The association between performance expectancy and behavioral intention of the PHR app was moderated by gender and age, where performance expectancy was higher in female and younger participants. These results are consistent with previous studies [62]. Wang et al [112] showed that women have a higher preference for health care apps than men. Guo et al [102] argued that younger individuals showed a positive attitude toward the use of new technology, whereas older individuals were often slower to acquire technology. Adas [113] reported that men were more interested in technology than women, but Fitzgerald et al [114] argued that women are more interested in health status and are therefore more likely to seek medical advice and preventive care than men. The present study showed that gender and age did not moderate the effects of effort expectancy, social influence, or behavioral intention.
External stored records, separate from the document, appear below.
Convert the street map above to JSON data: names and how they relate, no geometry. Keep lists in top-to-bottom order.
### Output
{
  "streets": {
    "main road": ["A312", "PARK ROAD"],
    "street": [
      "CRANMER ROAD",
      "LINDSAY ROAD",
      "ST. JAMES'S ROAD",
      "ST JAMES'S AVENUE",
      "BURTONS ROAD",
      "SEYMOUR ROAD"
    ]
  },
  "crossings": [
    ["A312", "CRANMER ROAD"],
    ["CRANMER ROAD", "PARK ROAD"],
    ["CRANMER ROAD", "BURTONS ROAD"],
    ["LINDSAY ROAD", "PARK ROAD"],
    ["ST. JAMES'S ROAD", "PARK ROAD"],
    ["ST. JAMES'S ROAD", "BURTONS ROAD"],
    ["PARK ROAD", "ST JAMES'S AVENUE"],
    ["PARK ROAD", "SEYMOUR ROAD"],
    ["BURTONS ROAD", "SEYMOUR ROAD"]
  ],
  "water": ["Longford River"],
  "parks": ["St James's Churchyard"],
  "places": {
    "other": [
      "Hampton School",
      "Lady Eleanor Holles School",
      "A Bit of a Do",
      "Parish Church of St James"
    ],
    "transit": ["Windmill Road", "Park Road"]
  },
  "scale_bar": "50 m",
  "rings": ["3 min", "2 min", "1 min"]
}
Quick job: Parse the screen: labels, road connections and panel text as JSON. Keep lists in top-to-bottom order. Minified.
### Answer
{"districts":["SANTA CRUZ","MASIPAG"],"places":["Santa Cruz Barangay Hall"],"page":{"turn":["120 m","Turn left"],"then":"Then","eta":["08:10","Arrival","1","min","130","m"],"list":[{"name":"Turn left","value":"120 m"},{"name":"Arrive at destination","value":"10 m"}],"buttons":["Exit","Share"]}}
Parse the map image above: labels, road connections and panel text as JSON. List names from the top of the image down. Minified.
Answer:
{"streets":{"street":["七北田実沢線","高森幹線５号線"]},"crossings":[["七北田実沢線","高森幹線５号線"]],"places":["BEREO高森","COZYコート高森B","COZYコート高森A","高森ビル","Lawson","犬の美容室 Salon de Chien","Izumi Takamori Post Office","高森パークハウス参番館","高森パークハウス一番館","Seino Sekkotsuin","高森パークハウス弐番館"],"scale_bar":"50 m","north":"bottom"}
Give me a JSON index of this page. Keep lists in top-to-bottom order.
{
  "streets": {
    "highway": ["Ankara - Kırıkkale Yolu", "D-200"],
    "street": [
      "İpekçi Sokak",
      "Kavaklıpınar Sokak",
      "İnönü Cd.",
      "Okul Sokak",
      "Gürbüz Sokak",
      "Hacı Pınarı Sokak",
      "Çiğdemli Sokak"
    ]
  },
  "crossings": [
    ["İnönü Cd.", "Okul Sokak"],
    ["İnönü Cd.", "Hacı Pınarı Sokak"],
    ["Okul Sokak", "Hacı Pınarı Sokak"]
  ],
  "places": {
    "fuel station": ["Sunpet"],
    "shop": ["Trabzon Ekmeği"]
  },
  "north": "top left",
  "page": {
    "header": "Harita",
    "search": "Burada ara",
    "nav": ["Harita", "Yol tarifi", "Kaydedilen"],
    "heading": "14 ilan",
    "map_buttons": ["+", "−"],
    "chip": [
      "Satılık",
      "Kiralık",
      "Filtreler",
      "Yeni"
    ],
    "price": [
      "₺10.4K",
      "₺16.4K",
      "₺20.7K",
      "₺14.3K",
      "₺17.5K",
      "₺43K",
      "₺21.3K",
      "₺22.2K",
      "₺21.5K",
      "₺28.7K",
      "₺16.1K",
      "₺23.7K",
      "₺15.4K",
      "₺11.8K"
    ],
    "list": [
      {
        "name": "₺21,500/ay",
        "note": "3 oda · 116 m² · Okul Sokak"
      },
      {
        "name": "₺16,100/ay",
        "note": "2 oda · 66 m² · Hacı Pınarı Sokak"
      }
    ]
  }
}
These results are consistent with previous studies [62,99]. Gender and age are important factors in the health care environment, but there is no strong evidence identifying their specific roles [99]. Therefore, future research should focus on moderating variables such as gender, age, educational background, and app use experience.

In addition, behavioral intention, effort expectancy, social influence, performance expectancy, and perceived risk differed between workers and health experts; workers’ mean scores for the main variables were higher than those of health experts. Facilitating conditions scores did not differ between the two groups. Previous studies have identified differences in patients’ and providers’ perceptions, attitudes, and preferences regarding health care technologies [115], including PHRs [116]. The present study identified differences in perspective between consumers and providers regarding PHRs. PHRs are similar to EHRs in that they collect and manage individual health-related information in one place, but can be distinguished from EHRs in that individuals have ownership or control of the information. That is, providers can obtain information from PHRs only when authorized through access controls set by the consumer. According to related studies, patients with a strong need for clinical services who had chronic diseases with complications were highly likely to use PHRs [117-119], and most empirical studies have shown that patients were highly satisfied with their PHRs [119-121]. In contrast, some studies have shown that doctors were less likely to expect benefits from their patients’ use of PHRs and were concerned about the impact of PHR use on their workloads [122,123]. However, the workload burden resulting from PHR use was found to be lower than expected, and medical personnel were generally satisfied with PHRs [120,121,124]. Since PHRs are currently in the introduction stage in Korea, most health care professionals, including health experts at workers’ health centers, have no practical PHR experience. As in previous studies, concerns about increased workload, record accuracy, and the negative impact on patients from information disclosure are judged to have affected health experts’ relatively low confidence in PHRs. PHR apps could help health care providers make decisions and provide information based on consumers’ health records; however, they should only be implemented after conducting sufficient research examining necessary information collection and functions to ensure a balance between providers’ and consumers’ needs.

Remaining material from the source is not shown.